Whilst you can do this by declaring a lambda,

var thereIsAProblem = false;
Func<bool> thereIsNotAProblem = () => !thereIsAProblem;

I'd argue you shouldn't. thereIsAProblem and thereIsNotAProblem look very similar and so one could easily be misread for the other. the use of ! to negate a variable with a positive name is well understood and easy to read and should lead to less bugs.

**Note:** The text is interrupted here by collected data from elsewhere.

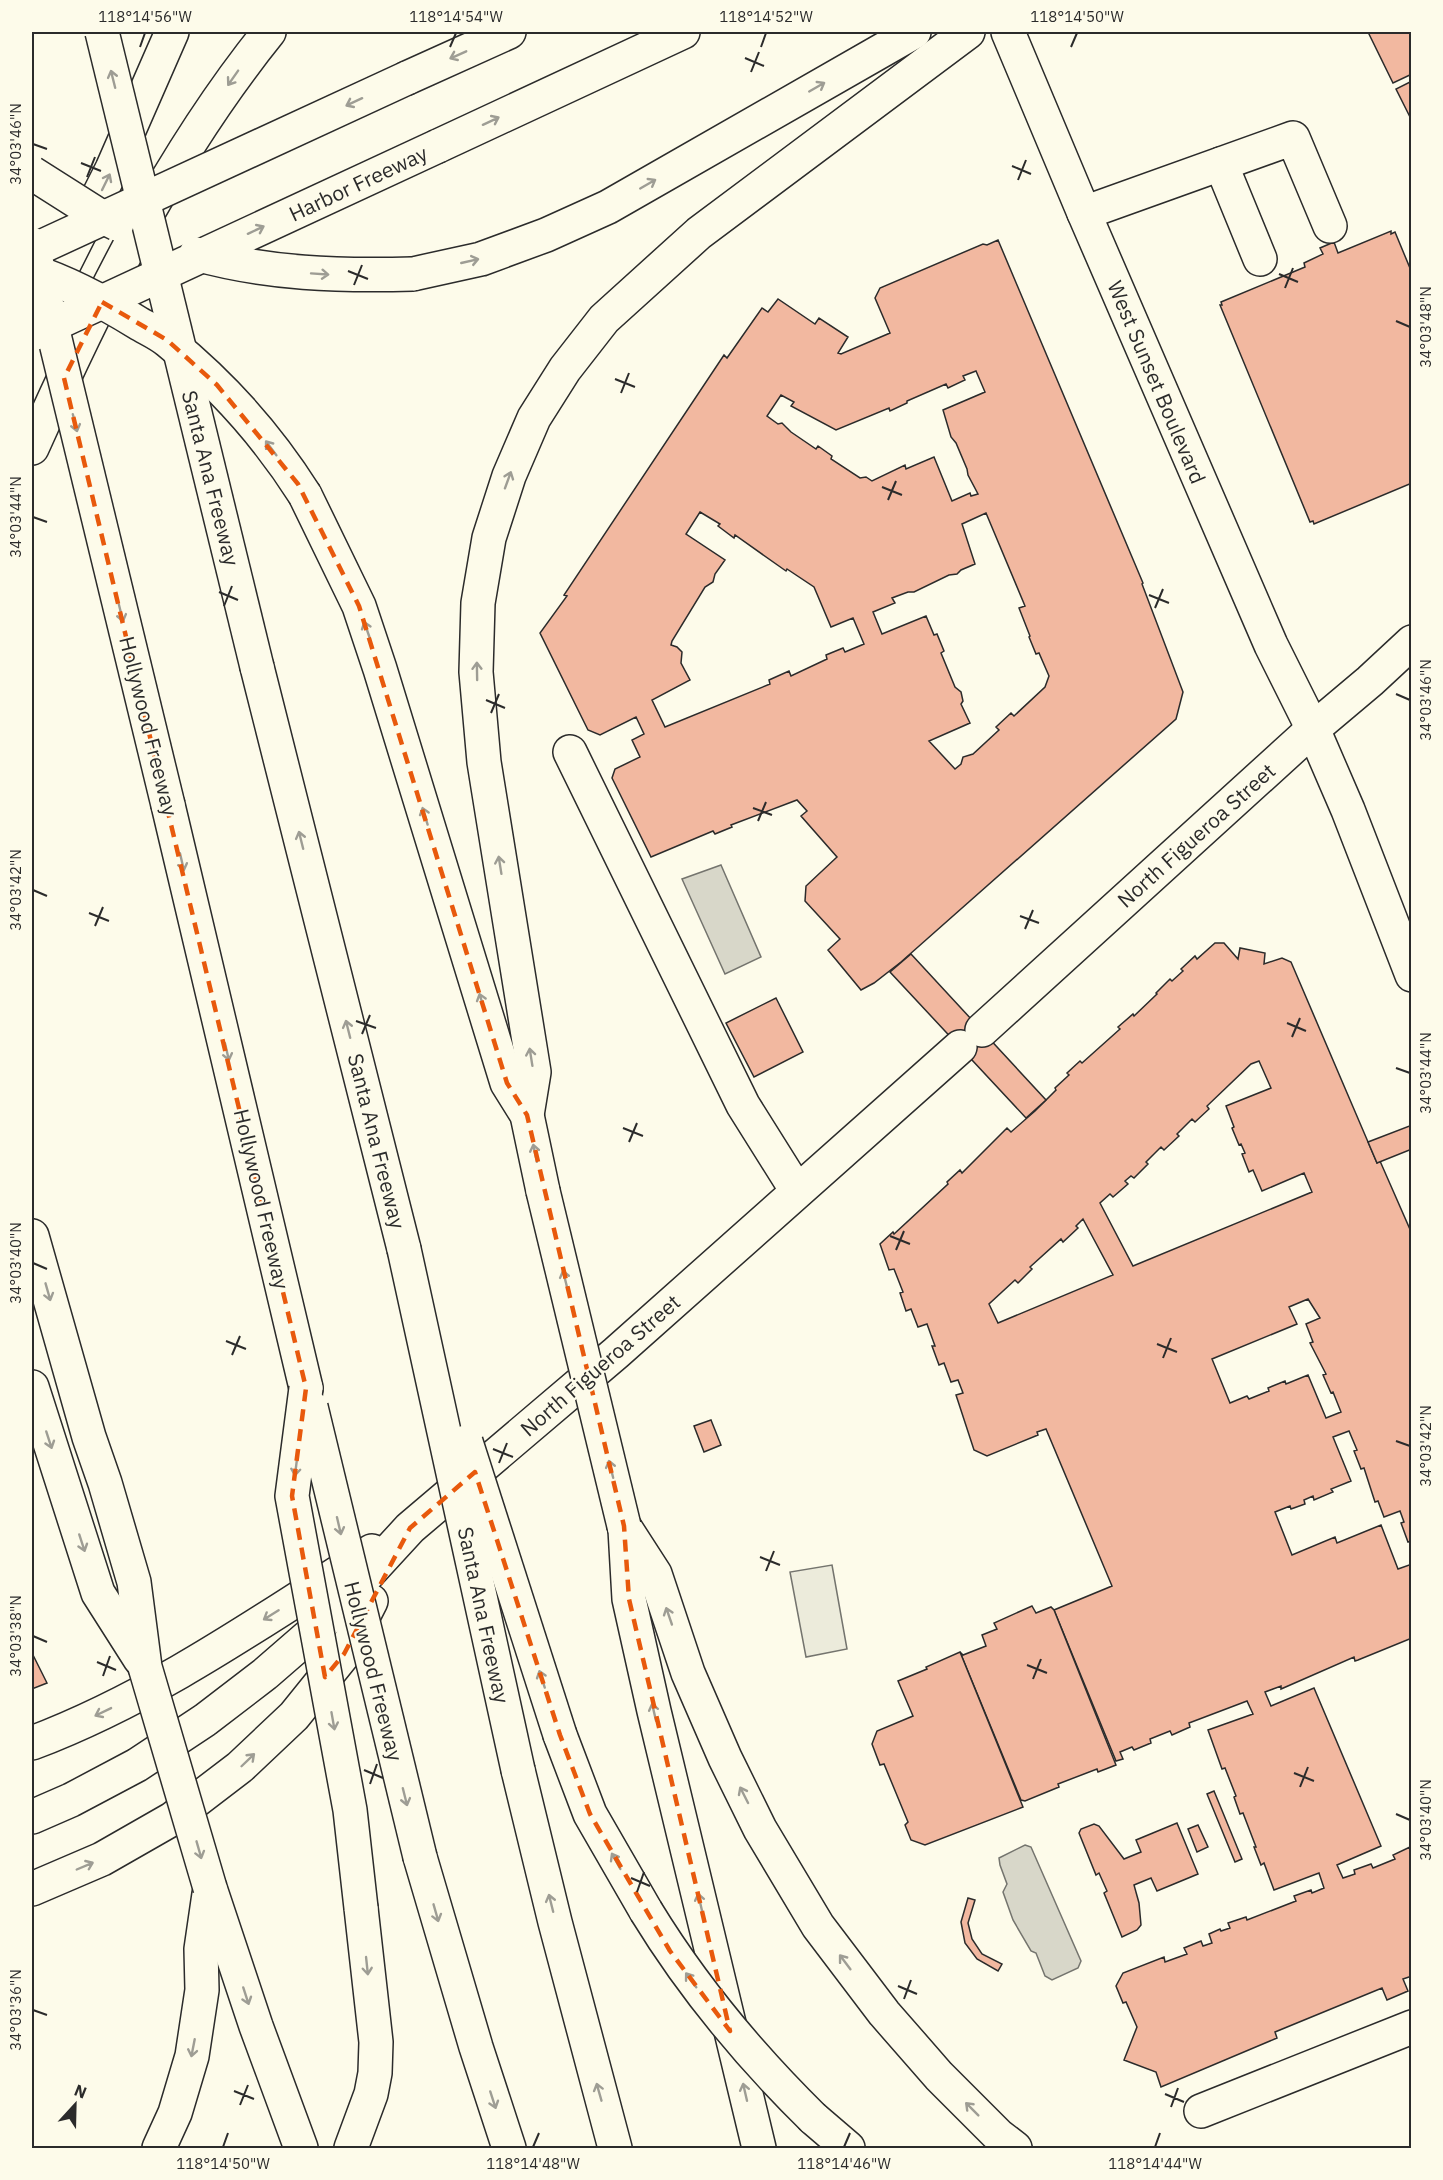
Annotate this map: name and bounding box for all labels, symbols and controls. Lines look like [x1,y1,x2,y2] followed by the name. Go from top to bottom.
[98,7,192,26] text: 118°14'56"W
[409,7,503,26] text: 118°14'54"W
[719,7,813,26] text: 118°14'52"W
[1030,7,1124,26] text: 118°14'50"W
[449,49,467,61] one-way arrow
[227,69,239,85] one-way arrow
[107,70,119,89] one-way arrow
[808,81,826,92] one-way arrow
[345,97,363,108] one-way arrow
[6,103,25,185] text: 34°03'46"N
[482,115,500,127] one-way arrow
[284,138,432,227] street label: Harbor Freeway
[101,173,112,191] one-way arrow
[639,178,656,190] one-way arrow
[247,224,265,236] one-way arrow
[460,255,479,266] one-way arrow
[309,269,329,280] one-way arrow
[1102,276,1212,488] street label: West Sunset Boulevard
[1416,286,1435,368] text: 34°03'48"N
[176,387,246,569] street label: Santa Ana Freeway
[70,413,82,432] one-way arrow
[265,440,277,456] one-way arrow
[503,471,514,490] one-way arrow
[6,476,25,558] text: 34°03'44"N
[116,603,128,622] one-way arrow
[360,621,371,640] one-way arrow
[113,633,185,819] street label: Hollywood Freeway
[1416,659,1435,741] text: 34°03'46"N
[471,662,482,682] one-way arrow
[1111,757,1281,913] street label: North Figueroa Street
[419,807,430,826] one-way arrow
[294,831,306,850] one-way arrow
[6,849,25,931] text: 34°03'42"N
[176,852,188,871] one-way arrow
[495,855,506,875] one-way arrow
[476,993,487,1012] one-way arrow
[342,1020,354,1039] one-way arrow
[1416,1032,1435,1114] text: 34°03'44"N
[221,1042,233,1061] one-way arrow
[526,1048,537,1067] one-way arrow
[342,1050,412,1232] street label: Santa Ana Freeway
[228,1106,296,1292] street label: Hollywood Freeway
[529,1144,540,1163] one-way arrow
[6,1222,25,1304] text: 34°03'40"N
[558,1270,570,1289] one-way arrow
[42,1282,54,1301] one-way arrow
[514,1288,686,1442] street label: North Figueroa Street
[1416,1405,1435,1487] text: 34°03'42"N
[44,1430,55,1449] one-way arrow
[290,1456,301,1476] one-way arrow
[604,1460,616,1479] one-way arrow
[334,1517,346,1536] one-way arrow
[452,1524,516,1706] street label: Santa Ana Freeway
[77,1533,88,1552] one-way arrow
[338,1578,410,1764] street label: Hollywood Freeway
[6,1595,25,1677] text: 34°03'38"N
[663,1607,674,1626] one-way arrow
[263,1609,280,1621] one-way arrow
[535,1670,546,1689] one-way arrow
[648,1703,660,1722] one-way arrow
[94,1707,112,1719] one-way arrow
[328,1710,339,1730] one-way arrow
[240,1753,255,1767] one-way arrow
[1416,1779,1435,1861] text: 34°03'40"N
[737,1787,749,1805] one-way arrow
[400,1788,411,1807] one-way arrow
[194,1840,205,1859] one-way arrow
[610,1853,622,1870] one-way arrow
[76,1860,94,1871] one-way arrow
[693,1893,705,1912] one-way arrow
[544,1894,556,1913] one-way arrow
[431,1903,443,1922] one-way arrow
[838,1954,851,1970] one-way arrow
[362,1956,373,1976] one-way arrow
[6,1969,25,2051] text: 34°03'36"N
[685,1972,698,1988] one-way arrow
[241,1986,252,2005] one-way arrow
[187,2038,198,2058] one-way arrow
[45,2075,105,2135] north arrow
[71,2080,90,2103] text: N
[739,2082,750,2102] one-way arrow
[593,2083,604,2102] one-way arrow
[488,2090,499,2109] one-way arrow
[965,2102,980,2116] one-way arrow
[176,2154,270,2173] text: 118°14'50"W
[486,2154,580,2173] text: 118°14'48"W
[797,2154,891,2173] text: 118°14'46"W
[1108,2154,1202,2173] text: 118°14'44"W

I'd further argue that a better solution is the "fail fast" approach of returning as soon as there is a problem, avoiding the need to test for an earlier problem in the first place:

if (condition) 
{
    problemDescription = "x";
    return;
}

if (condition2) 
{
    problemDescription = "y";
    return;
}
...

Comments

0

You could use do something like the following (also see on .NET Fiddle https://dotnetfiddle.net/E9X6XJ )

using System;
using System.Collections.Generic;

public class Program
{
    public static void Main()
    {
        Console.WriteLine("YourQuestion() returns " + YourQuestion());
        Console.WriteLine("AnswerOne() returns " + AnswerOne());
        Console.WriteLine("AnswerTwo() returns " + AnswerTwo());
    }

    private static bool condition1()
    {
        return false;
    }

    private static bool condition2()
    {
        return true;
    }

    private static bool condition3()
    {
        return true;
    }


    public static string YourQuestion() 
    {
        var thereIsAProblem = false;
        var problemDescription = "";        

        if (condition1()) {
            thereIsAProblem = true;
            problemDescription = "x";
        }

        if (!thereIsAProblem && condition2()) {
            thereIsAProblem = true;
            problemDescription = "y";
        }

        return problemDescription;
    }

    public static string AnswerOne() 
    {
        return checkCondition1() ??
               checkCondition2() ??
               checkCondition3();
    }   

    private static string checkCondition1()
    {       
        return condition1() ? "x" : null;       
    }

    private static string checkCondition2()
    {       
        return condition2() ? "y" : null;
    }

    private static string checkCondition3()
    {       
        return condition3() ? "z" : null;           
    }


    public static string AnswerTwo()
    {       
        var conditionChecks = new Dictionary<string,Func<bool>>();
        conditionChecks.Add("x",condition1);
        conditionChecks.Add("y",condition2);
        conditionChecks.Add("z",condition3);
        foreach (var check in conditionChecks)
        {           
            if (check.Value())
            {
                return check.Key;
            }
        }
        return null;
    }

}

1 Comment

These show different design options that may lead you down a better path to the one you are currently following. See Design Patterns.